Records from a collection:
========
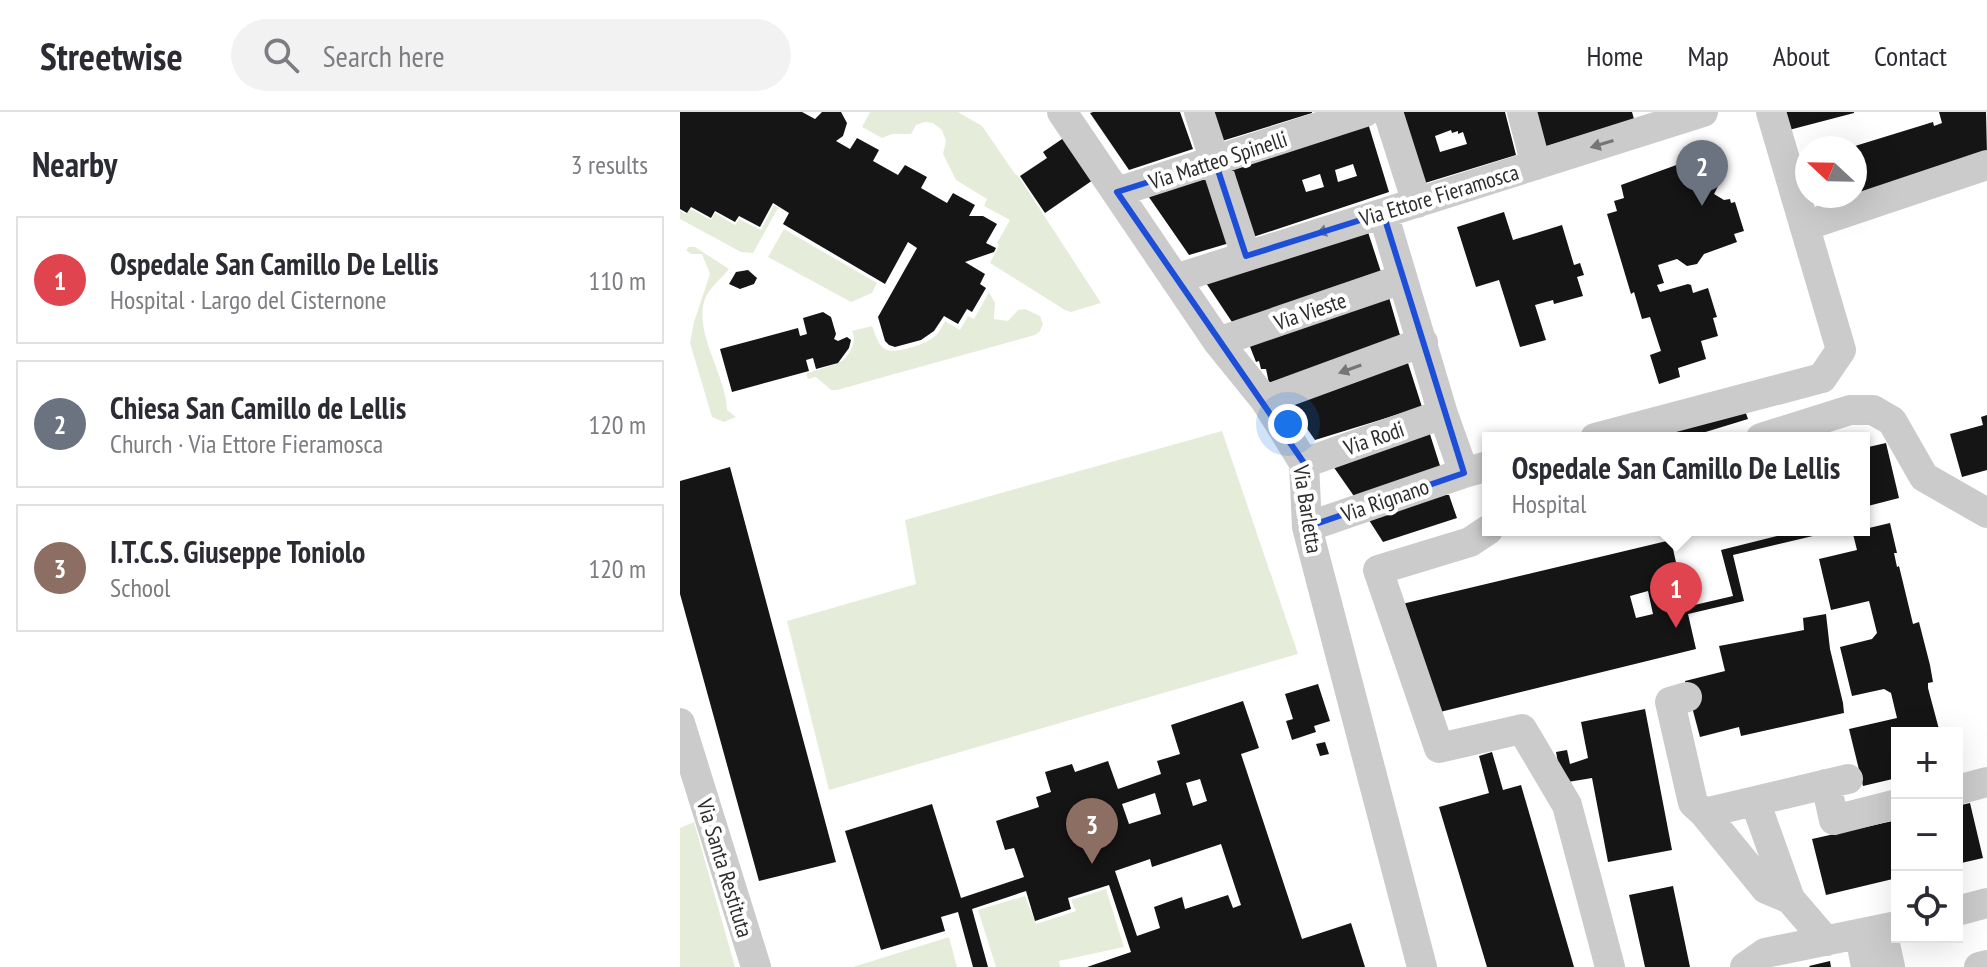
<!DOCTYPE html>
<html lang="en">
<head>
<meta charset="utf-8">
<style>
	body { margin:0; font-family:"PT Sans Narrow",sans-serif; background:#f2f2f3; color:#2b2b33 }
	.controls { position:absolute; right:24px; bottom:24px; display:grid; overflow:hidden; border-radius:0px; box-shadow:0 8px 32px #0002 }
	.controls button { width:72px; height:72px; display:grid; place-items:center; padding:0; border:0; border-bottom:2px solid #e1e1e2; background:#fff; color:#2b2b33; font:40px sans-serif }
	.compass { position:absolute; left:1115px; top:24px; width:72px; height:72px; border-radius:50%; background:#fff; box-shadow:0 8px 32px #0002; rotate:292deg }
	.you { position:absolute; left:608px; top:312px; width:28px; height:28px; margin:-20px; border:6px solid #fff; border-radius:50%; background:#1a73e8; box-shadow:0 0 0 12px #1a73e833 }
	.badge { display:grid; place-items:center; width:52px; height:52px; border-radius:50%; background:#0b8043; color:#fff; font-size:26px; font-weight:700 }
	.pin { position:absolute; translate:-50% -66px; filter:drop-shadow(0 2px 4px #0008) }
	.pin::after { content:''; position:absolute; top:42px; width:28px; height:24px; background:inherit; clip-path:polygon(0 0,100% 0,50% 100%) }
	.popup { position:absolute; left:802px; top:320px; width:388px; height:104px; box-sizing:border-box; display:grid; place-content:center; border-radius:0px; background:#fff; filter:drop-shadow(0 2px 6px #0005); font-size:26px; white-space:nowrap; color:#7c7c81 }
	.popup b { font-size:30px; color:#2b2b33 }
	.popup::after { content:''; position:absolute; left:50%; top:100%; margin-left:-16px; border:16px solid transparent; border-top-color:#fff }
	.list { margin:0; padding:0; list-style:none }
	h2 { display:flex; justify-content:space-between; align-items:center; height:104px; margin:0; padding:0 32px; font-size:34px }
	h2 small { font-size:26px; font-weight:400; color:#7c7c81 }
	.list li { display:grid; grid-template-columns:52px 1fr auto; gap:24px; align-items:center; box-sizing:border-box; height:128px; margin:0 16px 16px; padding:0 16px; border:2px solid #e1e1e2; border-radius:0px }
	.list b { display:block; font-size:30px; white-space:nowrap }
	.list p { margin:0; font-size:26px; white-space:nowrap; color:#7c7c81 }
	.list em { font-size:26px; font-style:normal; color:#7c7c81 }
	.icon { flex:none; width:44px; height:44px; fill:none; stroke:currentColor; stroke-width:2; stroke-linecap:round; stroke-linejoin:round }
	.map { position:relative; flex:none; width:1307px; height:855px; overflow:hidden }
	header { display:flex; align-items:center; gap:48px; box-sizing:border-box; height:112px; padding:0 40px; background:#fff; border-bottom:2px solid #e1e1e2 }
	header strong { font-size:38px }
	nav { display:flex; gap:44px; margin-inline-start:auto; font-size:28px }
	.search { width:560px; height:72px; background:#f2f2f3; display:flex; align-items:center; gap:20px; box-sizing:border-box; padding:0 28px; border-radius:44px; color:#7c7c81; font-size:30px }
	main { display:flex }
	aside { flex:1; background:#fff }
	.map>svg:first-child { display:block }
</style>
</head>
<body>
<header>
<strong>Streetwise</strong>
<div class="search"><svg class="icon" aria-label="search" viewBox="0 0 24 24"><circle cx="10" cy="10" r="6"/><path d="M15 15l6 6"/></svg>Search here</div>
<nav><a>Home</a><a>Map</a><a>About</a><a>Contact</a></nav>
</header>
<main>
<aside>
<h2>Nearby<small>3 results</small></h2>
<ul class="list">
<li><span class="badge" style="background:#e0444e">1</span><div><b>Ospedale San Camillo De Lellis</b><p>Hospital · Largo del Cisternone</p></div><em>110 m</em></li>
<li><span class="badge" style="background:#6b7280">2</span><div><b>Chiesa San Camillo de Lellis</b><p>Church · Via Ettore Fieramosca</p></div><em>120 m</em></li>
<li><span class="badge" style="background:#8d6e63">3</span><div><b>I.T.C.S. Giuseppe Toniolo</b><p>School</p></div><em>120 m</em></li>
</ul>
</aside>
<div class="map">
<svg width="1307" height="855" viewBox="0 0 1307 855">
	<rect width="100%" height="100%" fill="#fff"/>
	<path fill="#e5edda" d="M190,0H278L302,14L335,62L339,65L421,191L391,200L385,198L310,151L319,133L317,131L330,108L304,94L307,87L276,68L263,42L266,29L262,18L253,11L245,10L236,13L231,22H212L202,26L182,15Z
		M94,93L98,96L73,141L61,140L0,107V99L6,102L11,97L31,108L35,101L55,113L59,107L81,118Z
		M104,117L197,171L192,181L171,190L88,145Z
		M9,135H15L49,157C42,166 29,176 25,187C13,221 46,262 47,298L56,305L44,310L32,305L10,231L14,210L30,162L22,142H11L6,138Z
		M309,180L315,191L314,207L328,209L338,198L345,197L360,204L363,212L360,219L355,223L157,278H151L136,265L128,267L126,262C135,258 157,253 163,248C171,241 177,228 172,219L192,214C195,221 198,233 205,237C214,243 246,232 254,225C259,221 262,215 265,209L280,218L288,204L294,207Z
		M542,319L618,542L149,678L107,509L236,472L225,408Z
		M14,710L55,855H0V716Z
		M426,777L444,835L379,849L380,855H316L298,798L345,784L356,812L396,799L391,788Z
		M269,825L277,855H173Z"/>
	<path fill="#151515" fill-rule="evenodd" d="M0,0H122L135,7L142,0H161L167,11L163,24L156,29L170,37L177,26L199,38L193,49L218,63L225,53L247,65L241,76L267,91L273,81L295,93L289,104H303L317,112L306,131L316,136L314,140L285,150L305,162L300,172L306,176L292,200L287,197L278,212L264,204L254,219L241,228L215,235L209,233L205,229L198,205L237,136L228,130L205,172L103,112L109,101L93,91L80,115L59,104L55,110L35,99L31,106L11,95L7,101L0,97Z
		M413,0H500L513,37L449,58L410,1Z
		M533,0H632V1L542,29Z
		M723,0H825L836,43L745,71ZM771,18L772,21L778,19V22L783,20L787,32L760,40L755,24Z
		M855,0H952L954,7L864,35Z
		M1104,0H1174V1L1109,18Z
		M1259,0H1306L1307,42L1175,82V34L1253,10L1254,14L1262,11Z
		M687,8L709,80L573,125L549,51ZM673,52L677,64L658,70L655,58ZM640,62L644,75L626,80L622,68Z
		M385,25L413,68L365,101L340,64L367,46L363,40Z
		M1026,46L1047,57L1034,82L1044,88L1050,87L1051,91L1055,90L1064,119L1054,122L1057,130L1024,142L1017,152L1007,154L997,147L978,153L984,171L977,173L980,180L1008,172L1011,173L1013,181L1028,176L1037,205L1033,206L1038,224L1021,229L1026,247L998,256L1000,265L979,272L970,243L981,239L970,205L962,207L954,180L951,182L927,102L937,99L934,89L944,86L941,73L1002,51Z
		M530,58L553,130L509,143L464,78Z
		M824,100L833,128L882,113L894,153L900,151L904,163L897,165L903,184L874,192L873,188L855,193L866,228L840,235L819,168L796,175L777,115Z
		M687,117L702,163L552,210L524,168Z
		M68,158L77,166L74,172L60,177L49,172L56,160Z
		M708,182L722,230L589,271L586,257H581L579,249L576,250L567,227Z
		M143,200L151,205L156,222L154,227L158,229L167,225L171,228L169,236L158,251L136,257L133,246L126,248L129,259L52,280L40,237L118,216L120,224L127,222L123,206Z
		M728,251L742,295L635,328L607,288Z
		M1062,290L1068,307L1006,326H973Z
		M1307,303V358L1282,365L1270,322L1303,313L1301,305Z
		M748,316L762,360L676,387L648,347Z
		M1206,331L1219,386L1184,395V336Z
		M50,355L156,750L79,769L0,482V369Z
		M765,383H769L777,406L703,430L687,405Z
		M1184,400L1189,416L1210,411L1217,441H1214L1217,455L1219,454L1233,512L1239,510L1250,553L1253,570L1248,571V576L1260,621H1217V666L1183,674L1169,617L1217,606L1211,581L1204,577L1172,584L1160,535L1192,527L1197,521L1189,489L1151,498L1139,447L1177,438L1172,418H1184Z
		M1059,418H1079V419L1061,424Z
		M1121,418L1154,419L1053,443L1064,489L1008,502L1016,537L752,602L722,492L991,428L1006,495L1053,484L1041,438ZM968,479L973,502L956,506L950,484Z
		M1146,502L1150,537L1163,591L1164,601L1061,624L1059,615L1020,625L1005,569L1045,559L1039,534L1124,518L1123,506Z
		M638,572L650,609L634,614L636,620L612,628L606,609L613,607L605,582Z
		M563,589L579,636L561,642L622,827L671,811L685,855H407L451,840L429,773L388,786L391,797L355,809L346,779L292,797L308,855H293L278,800L261,805L265,819L201,838L165,719L252,692L281,786L344,765L334,736L325,738L316,709L359,695L356,685L371,680L365,660L392,652L395,660L428,649L438,677L481,662L477,649L500,642L491,613ZM520,667L527,689L513,694L506,671ZM475,681L481,702L449,712L442,692ZM541,732L561,793L553,796L548,783L505,797L502,785L474,795L480,816L457,824L435,759L470,747L472,755Z
		M965,597L992,738L928,750L912,666L882,671L876,640L887,638L890,652L908,646L901,610Z
		M645,630L649,642L640,644L636,632Z
		M812,640L823,678L841,673L894,855H807L759,695L809,681L799,644Z
		M1290,691L1303,746L1277,752V694Z
		M1217,708V766L1146,783L1132,727Z
		M993,774L1010,855H965L949,783Z
		M1150,849L1151,855H1130L1129,854Z"/>
	<g fill="none" stroke-linecap="round" stroke-linejoin="round">
		<path stroke="#cbcbcb" stroke-width="30" d="M382,0L538,230L585,288L624,351L627,415L742,855
			M519,0L566,144
			M708,0L737,91
			M842,0L856,53
			M437,80L685,0
			M703,101L763,302L784,361
			M1125,114L1307,53
			M495,167L1023,0
			M538,230L722,167
			M585,288L743,230
			M915,326L1142,266L1161,238L1091,0
			M1081,326L1170,298H1193L1212,309L1244,365L1307,401
			M624,351L763,302
			M627,415L784,361L808,354
			M808,418L790,430L698,458L759,636L842,617L887,693L930,855
			M1007,585L990,590L1013,691L1024,701
			M0,611L76,855
			M1146,672L1154,708L1217,692
			M1277,678L1307,670
			M1075,689L1168,667
			M1110,787L1086,777L1024,701L1075,689L1110,787L1146,829
			M1277,799L1307,791
			M1202,818L1210,855
			M1180,823L1186,855
			M1065,855L1085,841L1217,814
			M1299,855L1307,853"/>
	</g>
	<defs><path id="oneway-solid" d="M-6-.8H1V-3.2L6.5 0L1 3.2V.8H-6Z" transform="scale(2)"/></defs>
	<g fill="#757575">
		<use href="#oneway-solid" transform="translate(922 32) rotate(163)"/>
		<use href="#oneway-solid" transform="translate(648 118) rotate(163)"/>
		<use href="#oneway-solid" transform="translate(670 257) rotate(160)"/>
	</g>
	<path fill="none" stroke="#1d4ed8" stroke-width="6" stroke-linejoin="round" d="M535,49L566,144L703,101L784,361L627,415L624,351L437,80Z"/>
	<g text-anchor="middle" stroke-width="8" stroke-linejoin="round" paint-order="stroke">
		<g font-size="22" fill="#2e2e2e" stroke="#fff">
			<text transform="translate(538 48) rotate(-18)" y="8">Via Matteo Spinelli</text>
			<text transform="translate(759 83) rotate(-17)" y="8">Via Ettore Fieramosca</text>
			<text transform="translate(630 199) rotate(-19)" y="8">Via Vieste</text>
			<text transform="translate(694 326) rotate(-19)" y="8">Via Rodi</text>
			<text transform="translate(705 388) rotate(-19)" y="8">Via Rignano</text>
			<text transform="translate(628 397) rotate(81)" y="8">Via Barletta</text>
			<text transform="translate(45 756) rotate(73)" y="8">Via Santa Restituta</text>
		</g>
	</g>
</svg>
<div class="controls">
<button>+</button>
<button>−</button>
<button><svg class="icon" aria-label="locate" viewBox="0 0 24 24"><circle cx="12" cy="12" r="6"/><path d="M12 2v4M12 18v4M2 12h4M18 12h4"/></svg></button>
</div>
<svg class="compass" viewBox="-18 -18 36 36"><path d="M0-13l5 13h-10z" fill="#e53935"/><path d="M0 13l5-13h-10z" fill="#7c7c81"/></svg>
<div class="you"></div>
<div class="pin badge" style="left:996px;top:516px;background:#e0444e">1</div>
<div class="popup"><b>Ospedale San Camillo De Lellis</b>Hospital</div>
<div class="pin badge" style="left:1022px;top:94px;background:#6b7280">2</div>
<div class="pin badge" style="left:412px;top:752px;background:#8d6e63">3</div>
</div>
</main>
</body>
</html>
========
PROBLEM DESCRIPTION: All lines above containing the string "Hospital": copy each one.

WRITTEN REPLY:
<li><span class="badge" style="background:#e0444e">1</span><div><b>Ospedale San Camillo De Lellis</b><p>Hospital · Largo del Cisternone</p></div><em>110 m</em></li>
<div class="popup"><b>Ospedale San Camillo De Lellis</b>Hospital</div>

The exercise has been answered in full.